Much of the justification offered by the Trump team does not match up with observable realities and actual outcomes. As an instance, naval operations in the Caribbean Sea frequently focus on small vessels not confirmed to be transporting drugs and not able of reaching US shores. Similarly, Venezuela's role in the fentanyl trade is negligible, and its role in cocaine trafficking is far less than that of other South American nations.
The government's position extends to climate issues, with a dismissal of "the science of climate change" and "Net Zero goals." There is a sentimental commitment to fossil fuels, especially coal mining, resulting in measures that force communities to spend money on outdated and polluting energy sources while sabotaging cheaper, cleaner renewables. At the same time, health officials have advanced anti-scientific dietary schemes while weakening broader health protections.

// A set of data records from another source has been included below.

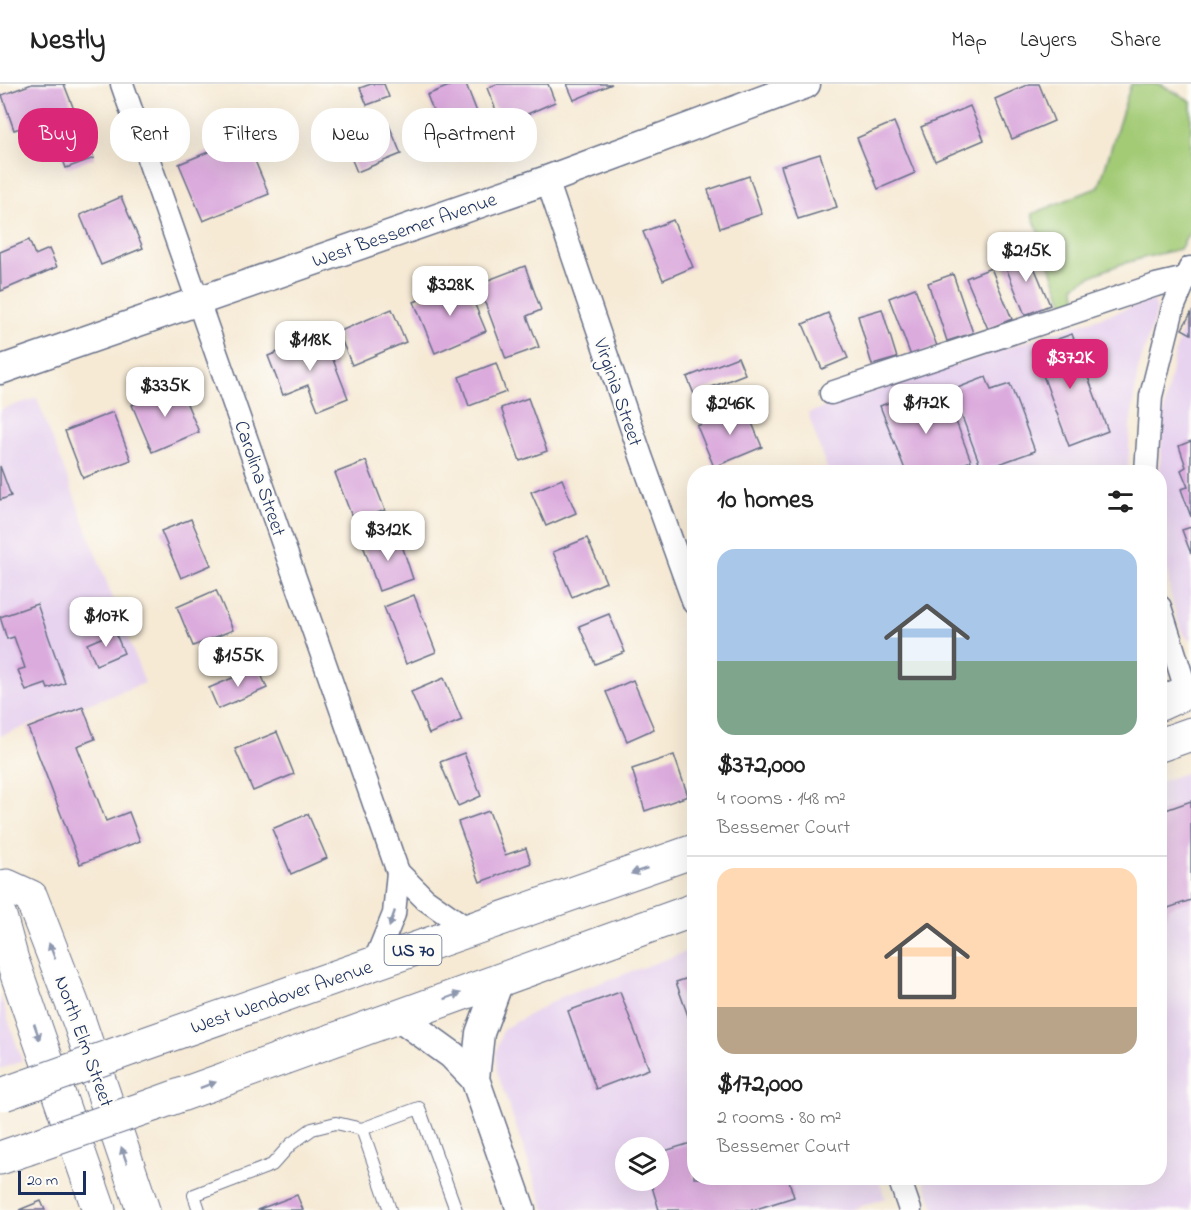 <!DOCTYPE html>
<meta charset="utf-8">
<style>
body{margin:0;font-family:"Indie Flower",sans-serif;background:#f6f6f6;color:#222;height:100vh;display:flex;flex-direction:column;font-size:22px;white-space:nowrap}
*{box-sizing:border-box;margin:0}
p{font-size:20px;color:#767676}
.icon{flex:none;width:33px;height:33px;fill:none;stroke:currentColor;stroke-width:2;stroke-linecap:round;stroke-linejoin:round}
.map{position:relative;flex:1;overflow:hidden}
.drawer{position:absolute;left:687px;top:381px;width:480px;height:720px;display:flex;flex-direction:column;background:#fff;border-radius:24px;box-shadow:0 6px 24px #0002}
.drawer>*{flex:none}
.guide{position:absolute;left:18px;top:24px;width:570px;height:54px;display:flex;gap:12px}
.buttons{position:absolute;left:615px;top:1053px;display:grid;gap:12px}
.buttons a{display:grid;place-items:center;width:54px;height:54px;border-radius:50%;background:#fff;box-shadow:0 6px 24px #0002;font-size:30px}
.scale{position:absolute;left:18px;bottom:15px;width:68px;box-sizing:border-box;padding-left:6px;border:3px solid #1b2f5e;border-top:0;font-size:16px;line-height:21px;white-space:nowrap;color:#1b2f5e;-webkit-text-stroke:4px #fdfcf7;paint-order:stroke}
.price{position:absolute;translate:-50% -51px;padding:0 14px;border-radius:12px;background:#fff;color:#222;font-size:20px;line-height:39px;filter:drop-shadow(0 2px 3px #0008)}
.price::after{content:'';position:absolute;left:50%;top:36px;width:18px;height:14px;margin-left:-9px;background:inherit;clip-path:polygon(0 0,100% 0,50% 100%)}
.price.selected{background:#db2777;color:#fff}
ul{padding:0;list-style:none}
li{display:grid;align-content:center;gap:12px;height:318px;padding:0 30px}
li+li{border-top:2px solid #e0e0e0}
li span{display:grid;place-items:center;height:186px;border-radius:18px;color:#555}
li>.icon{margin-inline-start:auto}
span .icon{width:108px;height:108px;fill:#fffc;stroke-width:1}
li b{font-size:26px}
h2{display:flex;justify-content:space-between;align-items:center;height:72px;padding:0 30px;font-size:26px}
.tag{padding:0 21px;border-radius:24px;background:#fff;box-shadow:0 6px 24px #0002;font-size:21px;line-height:54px}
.tag.selected{background:#db2777;color:#fff}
header{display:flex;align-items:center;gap:36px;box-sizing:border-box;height:84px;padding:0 30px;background:#fff;border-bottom:2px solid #e0e0e0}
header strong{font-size:28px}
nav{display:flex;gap:33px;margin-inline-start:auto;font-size:21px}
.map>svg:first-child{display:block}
.built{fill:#e7d2ef;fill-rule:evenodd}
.green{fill:#a3cb76;stroke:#5f7d6a;stroke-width:1.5}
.building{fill:#dbabdd}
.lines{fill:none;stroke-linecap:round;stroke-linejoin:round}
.service-casing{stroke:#687088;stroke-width:14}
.minor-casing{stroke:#687088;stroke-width:25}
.tertiary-casing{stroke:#687088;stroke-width:31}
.secondary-casing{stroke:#687088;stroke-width:35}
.trunk-casing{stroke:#687088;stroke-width:35}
.service{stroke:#fff;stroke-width:12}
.minor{stroke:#fff;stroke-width:22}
.tertiary{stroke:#fff;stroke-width:28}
.secondary{stroke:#fff;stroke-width:33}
.trunk{stroke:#fff;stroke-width:33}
.trunk-bridge-casing{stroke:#687088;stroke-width:35;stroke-linecap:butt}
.trunk-bridge{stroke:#fff;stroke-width:33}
.oneway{fill:#8d97ae}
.labels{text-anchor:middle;stroke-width:4.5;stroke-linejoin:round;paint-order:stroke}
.shield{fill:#fdfcf7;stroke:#5f6c8c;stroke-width:1.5}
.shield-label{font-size:18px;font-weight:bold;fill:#1b2f5e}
.street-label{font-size:20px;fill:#1b2f5e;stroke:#fdfcf7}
</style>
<header>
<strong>Nestly</strong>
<nav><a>Map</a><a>Layers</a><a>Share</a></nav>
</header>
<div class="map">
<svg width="1191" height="1126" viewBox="0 0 1191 1126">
<rect width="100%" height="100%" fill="#fdfcf7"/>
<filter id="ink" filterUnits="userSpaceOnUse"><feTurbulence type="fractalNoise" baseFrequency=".0167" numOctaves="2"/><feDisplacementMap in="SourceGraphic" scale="12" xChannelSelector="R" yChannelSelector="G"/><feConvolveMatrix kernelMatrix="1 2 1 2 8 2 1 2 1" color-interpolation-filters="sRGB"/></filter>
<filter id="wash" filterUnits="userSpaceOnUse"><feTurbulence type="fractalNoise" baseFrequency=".008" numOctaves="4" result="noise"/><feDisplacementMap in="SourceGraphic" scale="24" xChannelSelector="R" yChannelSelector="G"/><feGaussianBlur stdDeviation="1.35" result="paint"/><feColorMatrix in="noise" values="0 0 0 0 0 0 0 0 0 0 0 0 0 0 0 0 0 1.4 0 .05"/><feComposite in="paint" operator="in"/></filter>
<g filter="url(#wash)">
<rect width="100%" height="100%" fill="#f6ead5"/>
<g class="built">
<path d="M 1154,216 L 1157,226 L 1138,286 L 1130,342 L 1128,388 L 828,388 L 808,329 Z"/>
<path d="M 1191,216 L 1191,558 L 1184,550 L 1177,535 L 1170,507 L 1160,423 L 1159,388 L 1165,320 L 1175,269 Z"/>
<path d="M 37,314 L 145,599 L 0,652 L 0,326 Z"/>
<path d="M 1191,687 L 1191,1126 L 935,1126 L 923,1094 L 1160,1094 L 1160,698 Z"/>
<path d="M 694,865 L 694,1094 L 878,1094 L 885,1114 L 851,1126 L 545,1126 L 497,988 L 496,969 L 503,945 L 561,913 ZM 626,1064 L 658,1064 L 658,1096 L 626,1096 Z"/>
<path d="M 0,911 L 22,977 L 0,985 Z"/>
</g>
<path class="green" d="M 1131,0 L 1160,0 L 1191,17 L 1191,146 L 1180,165 C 1143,174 1106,181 1074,202 L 1077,215 L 1064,221 L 1032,130 L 1099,103 Z"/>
<g id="blocks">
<g class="building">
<path d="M 32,0 L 64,0 L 80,41 L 36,57 L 30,41 L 14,46 L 2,11 Z"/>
<path d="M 371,0 L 384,0 L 389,13 L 367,21 L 360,4 Z"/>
<path d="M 454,0 L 466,0 L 484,46 L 430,67 L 417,35 L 434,29 L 427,11 Z"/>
<path d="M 497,0 L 548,0 L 555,18 L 502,41 L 487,4 Z"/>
<path d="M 567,0 L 612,0 L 574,16 Z"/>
<path d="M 1029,0 L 1039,0 L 1054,37 L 1012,55 L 995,15 Z"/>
<path d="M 970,22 L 984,56 L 935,77 L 921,43 Z"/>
<path d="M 894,38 L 915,89 L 878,105 L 857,54 Z"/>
<path d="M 389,41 L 401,70 L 357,88 L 345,59 Z"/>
<path d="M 86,52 L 94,74 L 66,84 L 58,62 Z"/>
<path d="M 245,53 L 269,110 L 203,137 L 179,80 Z"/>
<path d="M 820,70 L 837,123 L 798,135 L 781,82 Z"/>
<path d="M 749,92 L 762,130 L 720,144 L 708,106 Z"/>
<path d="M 121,113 L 143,164 L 101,181 L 80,131 Z"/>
<path d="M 673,136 L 693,183 L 663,196 L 643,148 Z"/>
<path d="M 29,156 L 35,171 L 49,165 L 57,183 L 1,207 L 0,168 Z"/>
<path d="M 1027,166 L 1050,221 L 1025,231 L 1003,176 Z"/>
<path d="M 525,182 L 541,226 L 527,232 L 539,263 L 506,275 L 478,200 Z"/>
<path d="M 991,184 L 1012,235 L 988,245 L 966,194 Z"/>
<path d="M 953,190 L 973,249 L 947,257 L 928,199 Z"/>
<path d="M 465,197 L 486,247 L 435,269 L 414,218 Z"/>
<path d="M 915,204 L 937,262 L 911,272 L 889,214 Z"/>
<path d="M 392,225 L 406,258 L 352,281 L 338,248 Z"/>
<path d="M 882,225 L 897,274 L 872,281 L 858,232 Z"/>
<path d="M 828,229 L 848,274 L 822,285 L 803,240 Z"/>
<path d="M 1191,229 L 1191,250 L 1182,245 Z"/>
<path d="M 323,250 L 348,314 L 318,326 L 308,301 L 283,311 L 268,272 Z"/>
<path d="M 1072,250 L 1108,347 L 1069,362 L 1033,264 Z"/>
<path d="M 738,273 L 745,290 L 694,310 L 687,293 Z"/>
<path d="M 496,279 L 506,308 L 469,322 L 459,293 Z"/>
<path d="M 986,293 L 991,306 L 1010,300 L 1035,367 L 982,386 L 952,306 Z"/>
<path d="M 179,301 L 199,348 L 152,368 L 132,321 Z"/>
<path d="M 912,310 L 916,322 L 946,311 L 971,377 L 950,385 L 951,388 L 906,388 L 880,322 Z"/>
<path d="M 528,314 L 547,367 L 520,377 L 501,324 Z"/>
<path d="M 745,322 L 762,363 L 714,383 L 697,342 Z"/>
<path d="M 113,328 L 131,376 L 83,394 L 65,347 Z"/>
<path d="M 1191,357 L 1191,433 L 1181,405 L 1188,403 L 1181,386 L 1186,383 L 1179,362 Z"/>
<path d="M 366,377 L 385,426 L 354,438 L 335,389 Z"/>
<path d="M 0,382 L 11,412 L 0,416 Z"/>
<path d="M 562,395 L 576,429 L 546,442 L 531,408 Z"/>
<path d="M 191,435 L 211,481 L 181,494 L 161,447 Z"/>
<path d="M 1191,443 L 1191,470 L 1182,446 Z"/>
<path d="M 398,449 L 413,495 L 379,507 L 363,461 Z"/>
<path d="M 587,454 L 606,498 L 572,513 L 553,468 Z"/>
<path d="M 216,506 L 233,546 L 193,562 L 177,523 Z"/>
<path d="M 414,511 L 436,568 L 406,580 L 384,523 Z"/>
<path d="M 37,520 L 65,599 L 48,605 L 46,600 L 26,607 L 18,586 L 25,584 L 14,553 L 7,555 L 0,533 Z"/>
<path d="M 609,530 L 625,568 L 595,580 L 579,542 Z"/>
<path d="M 115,548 L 124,569 L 96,581 L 87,560 Z"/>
<path d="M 258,583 L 267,604 L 218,625 L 209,604 Z"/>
<path d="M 444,594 L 462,636 L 429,650 L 411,608 Z"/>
<path d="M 633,596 L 654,645 L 627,657 L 606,608 Z"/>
<path d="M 83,623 L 95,655 L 77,662 L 106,737 L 129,728 L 140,757 L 80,780 L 28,644 Z"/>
<path d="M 277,648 L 294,690 L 253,707 L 235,665 Z"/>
<path d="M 464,669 L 481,712 L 458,722 L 440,678 Z"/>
<path d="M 674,671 L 688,712 L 645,727 L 632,685 Z"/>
<path d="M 1191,717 L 1191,816 L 1168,824 L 1160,859 L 1160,728 Z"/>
<path d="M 489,727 L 505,771 L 526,764 L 531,779 L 480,798 L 458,738 Z"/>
<path d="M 308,730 L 327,774 L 291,790 L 272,745 Z"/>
<path d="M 694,892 L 694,949 L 676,898 Z"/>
<path d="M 620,908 L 649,985 L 596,1005 L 568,927 Z"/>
<path d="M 694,1058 L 694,1094 L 788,1094 L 794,1113 L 753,1126 L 659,1126 L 650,1096 L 658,1096 L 658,1069 Z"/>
<path d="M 297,1111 L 303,1126 L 257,1126 Z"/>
<path d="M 41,1117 L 45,1126 L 19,1126 Z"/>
</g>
</g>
</g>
<g filter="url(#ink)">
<use href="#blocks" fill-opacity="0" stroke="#687088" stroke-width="1.5"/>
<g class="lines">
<g class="service-casing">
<g id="service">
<path d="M 199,1126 L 194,1111 L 272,1081 L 291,1060 L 312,1045 L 336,1039 L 362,1045"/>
<path d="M 390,1126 L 362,1045 L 419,1024 L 456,1126"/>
</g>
</g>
<g class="minor-casing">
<g id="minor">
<path d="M 122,0 L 398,788 L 394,830 L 374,879"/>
<path d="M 547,96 L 641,372 L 694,519"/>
<path d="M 831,309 L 1156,201 L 1186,194"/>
<path d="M 1146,388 L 1151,312 L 1173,224 L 1190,184"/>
<path d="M 1160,523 L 1183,596"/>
<path d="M 398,788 L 425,815 L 469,846"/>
<path d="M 899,1094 L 910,1126"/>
</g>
</g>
<g class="tertiary-casing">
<g id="tertiary">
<path d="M 0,286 L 547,96 L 806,0"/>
<path d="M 500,895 L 480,949 L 475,995 L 521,1126"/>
<path d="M 398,932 L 452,971 L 475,995"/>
</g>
</g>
<g class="secondary-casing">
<g id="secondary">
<path d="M 7,802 L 31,813 L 79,937 L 143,1126"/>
<path d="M 0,832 L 12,876 L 99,1126"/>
</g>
</g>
<g class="trunk-casing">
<g id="trunk">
<path d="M 1160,620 L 1191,606"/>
<path d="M 1160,661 L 1191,650"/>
<path d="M 133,964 L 694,767"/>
<path d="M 153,1021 L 694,826"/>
<path d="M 0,1074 L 26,1065"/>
</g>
</g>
<use href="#service" class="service"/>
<use href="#minor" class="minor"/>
<use href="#tertiary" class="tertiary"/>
<use href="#secondary" class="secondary"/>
<use href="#trunk" class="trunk"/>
<g class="trunk-bridge-casing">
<g id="trunk-bridge">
<path d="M 4,1010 L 133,964"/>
<path d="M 26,1065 L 153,1021"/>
</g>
</g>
<use href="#trunk-bridge" class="trunk-bridge"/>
</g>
<defs><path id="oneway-solid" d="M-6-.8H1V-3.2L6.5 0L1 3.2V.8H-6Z" transform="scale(1.5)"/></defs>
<g class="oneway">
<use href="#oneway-solid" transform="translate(639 787) rotate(161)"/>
<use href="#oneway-solid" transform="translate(392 835) rotate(109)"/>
<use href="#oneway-solid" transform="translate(52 867) rotate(-111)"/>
<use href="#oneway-solid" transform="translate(453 912) rotate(-20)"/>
<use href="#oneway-solid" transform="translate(37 948) rotate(71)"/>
<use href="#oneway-solid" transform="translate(208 1001) rotate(-20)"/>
<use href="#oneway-solid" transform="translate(124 1071) rotate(-109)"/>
</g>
</g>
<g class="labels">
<rect class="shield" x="384.5" y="851" width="57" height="30" rx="4.5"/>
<g class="shield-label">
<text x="413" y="872">US 70</text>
</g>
<g class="street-label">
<text transform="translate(404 145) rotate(-19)" y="7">West Bessemer Avenue</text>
<text transform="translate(619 308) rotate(71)" y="7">Virginia Street</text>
<text transform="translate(261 394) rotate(71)" y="7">Carolina Street</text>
<text transform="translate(281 912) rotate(-19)" y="7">West Wendover Avenue</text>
<text transform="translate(85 957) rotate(70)" y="7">North Elm Street</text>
</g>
</g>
</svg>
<div class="buttons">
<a><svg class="icon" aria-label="layers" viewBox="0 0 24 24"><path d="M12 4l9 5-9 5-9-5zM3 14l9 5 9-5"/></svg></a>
</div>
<div class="scale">20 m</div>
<b class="price" style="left:1026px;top:199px">$215K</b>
<b class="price" style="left:450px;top:233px">$328K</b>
<b class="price" style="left:310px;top:288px">$118K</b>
<b class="price selected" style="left:1070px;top:306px">$372K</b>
<b class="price" style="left:165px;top:334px">$335K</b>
<b class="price" style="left:926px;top:351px">$172K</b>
<b class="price" style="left:730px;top:352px">$246K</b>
<b class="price" style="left:388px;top:478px">$312K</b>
<b class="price" style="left:106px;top:564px">$107K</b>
<b class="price" style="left:238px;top:604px">$155K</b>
<div class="guide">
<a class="tag selected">Buy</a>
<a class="tag">Rent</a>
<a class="tag">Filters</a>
<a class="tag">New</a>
<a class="tag">Apartment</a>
</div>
<section class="drawer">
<h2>10 homes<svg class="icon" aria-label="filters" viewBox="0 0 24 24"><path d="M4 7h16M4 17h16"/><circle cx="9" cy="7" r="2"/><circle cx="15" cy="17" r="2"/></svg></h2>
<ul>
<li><span style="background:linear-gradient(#a9c7e8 60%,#7fa58c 0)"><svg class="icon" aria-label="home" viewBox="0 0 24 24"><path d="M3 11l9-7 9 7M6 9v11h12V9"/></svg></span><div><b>$372,000</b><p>4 rooms · 148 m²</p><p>Bessemer Court</p></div></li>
<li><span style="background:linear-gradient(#ffd9b3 75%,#b9a48a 0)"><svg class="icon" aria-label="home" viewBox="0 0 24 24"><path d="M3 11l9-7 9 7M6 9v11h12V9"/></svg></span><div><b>$172,000</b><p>2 rooms · 80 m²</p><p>Bessemer Court</p></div></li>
</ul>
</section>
</div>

The core premise of the anti-immigrant offensive is that non-white individuals born abroad are threatening outsiders. Yet, from coast to coast—from Los Angeles to Charlotte, from Chicago to Portland—the government's own forces, the ICE and Border Patrol officers, whom many residents perceive as the dangerous and hostile interlopers.
There is no clearer sign of the widespread rejection of this approach than the countless individuals mobilizing, demonstrating, facing danger and detention to protect their communities. City after city has stood up in protection of its people. No amount of derogatory language or intimidation can alter this fundamental truth.